Meio Suecos, meio Ingleses, meio hippies, meio rockers e formados na gigantesca Nova Iorque, surgem os: “Alberta Cross”! Apostados em explorar o filão “blues-rock” que agora renasce (muito graças a bandas como Kings of Leon ou The Raconteurs), o grupo liderado por Petter Ericson Stakee apresenta-se aos olhos do mundo com um disco “debutante” cheio de sensibilidades Pop, mas com uma carga Rock dignas de um Neil Young ou Jeff Buckley!“Song Three Blues”, a canção de abertura, “reacorda” e de que maneira “o fantasma” do autor de “Grace”! Seguramente um dos melhores temas Rock de 2009. Quanto a “ATX” já pende mais para o lado para a banda dos irmãos Followill, que é o mesmo que falar dos King of Leon. Tem melodia, tem estrutura e uma pujança que os poderá levar a outros voos.
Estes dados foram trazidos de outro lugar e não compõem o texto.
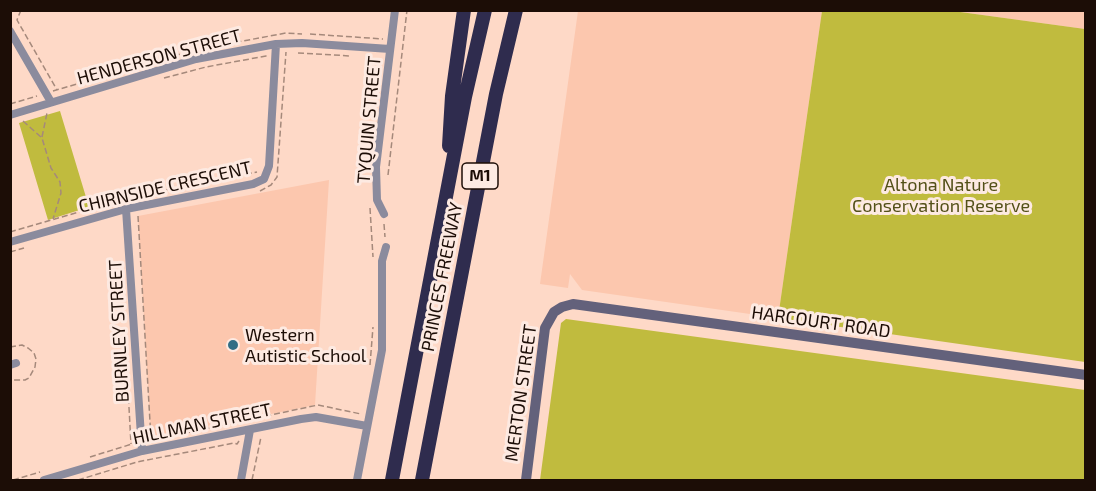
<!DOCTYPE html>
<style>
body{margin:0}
#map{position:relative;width:1096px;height:491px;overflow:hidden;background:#fed9c7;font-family:"Exo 2",sans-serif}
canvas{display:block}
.frame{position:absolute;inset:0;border:12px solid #1c0d06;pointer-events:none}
</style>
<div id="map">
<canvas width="1096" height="491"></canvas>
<div class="frame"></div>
</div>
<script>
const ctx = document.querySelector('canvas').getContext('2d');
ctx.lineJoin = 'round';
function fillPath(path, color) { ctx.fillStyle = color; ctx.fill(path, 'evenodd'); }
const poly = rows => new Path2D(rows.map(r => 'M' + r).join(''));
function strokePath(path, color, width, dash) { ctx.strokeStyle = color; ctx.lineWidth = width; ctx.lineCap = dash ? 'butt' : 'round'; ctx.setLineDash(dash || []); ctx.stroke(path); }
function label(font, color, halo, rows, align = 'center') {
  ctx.font = font + ' "Exo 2",sans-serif'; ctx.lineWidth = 6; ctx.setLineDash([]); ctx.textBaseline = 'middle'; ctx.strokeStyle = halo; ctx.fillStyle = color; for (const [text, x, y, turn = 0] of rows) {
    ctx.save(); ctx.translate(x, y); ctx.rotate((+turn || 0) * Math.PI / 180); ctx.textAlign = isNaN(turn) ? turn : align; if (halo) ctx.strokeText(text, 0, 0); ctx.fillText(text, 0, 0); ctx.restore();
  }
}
fillPath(poly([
 [578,11,822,11,778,318,582,290,570,274,568,288,540,284],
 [953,11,1085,11,1085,29],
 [329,180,315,405,155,438,151,435,138,216]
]), '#fcc7ae');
fillPath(poly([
 [822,11,953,11,1085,29,1085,362,778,318],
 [60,111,89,207,48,220,19,123],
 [566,319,1085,390,1085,480,540,480,561,323]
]), '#c0bb3e');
strokePath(poly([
 [21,10,17,20,57,90],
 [310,34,383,39],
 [200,49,286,33,302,34],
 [298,53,351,56],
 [164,78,206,67,266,56,266,57],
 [53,91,184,53],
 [10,104,37,96],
 [23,121,42,138,51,168,60,182,61,193,53,219],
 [42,137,47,113],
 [388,175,407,10],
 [260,191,271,185,277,177,286,52],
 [370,208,373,257],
 [138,216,151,439],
 [384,224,385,237],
 [10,232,134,196,257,172],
 [10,252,24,248],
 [10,347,22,345,28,348,34,353,36,359,35,367,29,378,25,380,10,380],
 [126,353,131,444],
 [370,365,373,327],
 [186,433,318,405,361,414],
 [90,457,132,444],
 [13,480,40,472],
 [78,480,137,462,234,443,237,444,239,441],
 [252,480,261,437]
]), '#a5897b', 1.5, [6, 3]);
strokePath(poly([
 [10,31,51,102],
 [10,115,196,59,276,44,302,43,390,49],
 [126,209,142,451],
 [384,214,377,200,376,167,395,10],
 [10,242,126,209,253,184,264,179,269,166,276,44],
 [10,365,16,363],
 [44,480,142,451,301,419,316,417,367,426],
 [241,480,250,430],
 [357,480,382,350,382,261,386,247]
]), '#8b8b9d', 8);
strokePath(poly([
 [526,480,545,328,554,312,562,307,573,304,1086,375]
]), '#63617b', 10);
strokePath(poly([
 [449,146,452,96,464,10],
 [392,480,465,97,485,10],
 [422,480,496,94,516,10]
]), '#2f2c4e', 14);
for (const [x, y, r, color] of [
 [233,345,6,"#326e85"]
]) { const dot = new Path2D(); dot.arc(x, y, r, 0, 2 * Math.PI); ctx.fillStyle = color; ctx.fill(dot); strokePath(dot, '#fdeae2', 2); }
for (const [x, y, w] of [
 [480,176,36]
]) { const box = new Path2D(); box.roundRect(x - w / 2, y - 13, w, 26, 4.5); ctx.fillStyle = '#fdeae2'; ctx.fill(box); strokePath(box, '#1c0d06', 1.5); }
label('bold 16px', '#1c0d06', null, [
 ["M1",480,176]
]);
label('18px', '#1c0d06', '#fdeae2', [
 ["HENDERSON STREET",159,57,-15],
 ["TYQUIN STREET",369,120,-85],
 ["CHIRNSIDE CRESCENT",165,187,-13],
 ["PRINCES FREEWAY",442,277,-79],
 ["HARCOURT ROAD",821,322,8],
 ["BURNLEY STREET",119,331,-93],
 ["MERTON STREET",521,393,-82],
 ["HILLMAN STREET",202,424,-12]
]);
label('18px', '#535018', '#fdeae2', [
 ["Altona Nature",941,185],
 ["Conservation Reserve",941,206]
]);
label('18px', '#1c0d06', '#fdeae2', [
 ["Western",245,335],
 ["Autistic School",245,356]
], 'left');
</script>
Mas se “Taking Control” deve mais às melodias descaradas dos Coldplay, “Old Man Chicago” já está em plena “route” para os dominios blues dos Black Crowes. Sem serem muito aventureiros, o grupo tem qualquer coisa de “aprazível” nas suas canções que faz com que por exemplo o tema homónimo funcione quase como uma viagem hipnótica. Pena não haver espaço aqui para um bom solo de guitarra, mas como disse Ian Anderson dos Jethro Tull, à BBC em 2008: “tocar solos não é para estes tempos”!
De seguida escuta-se “Rise from the Shadows”, meio psicadélico, meio ambiental com um piano celestial que nem os Coldplay se atreveriam a empregar.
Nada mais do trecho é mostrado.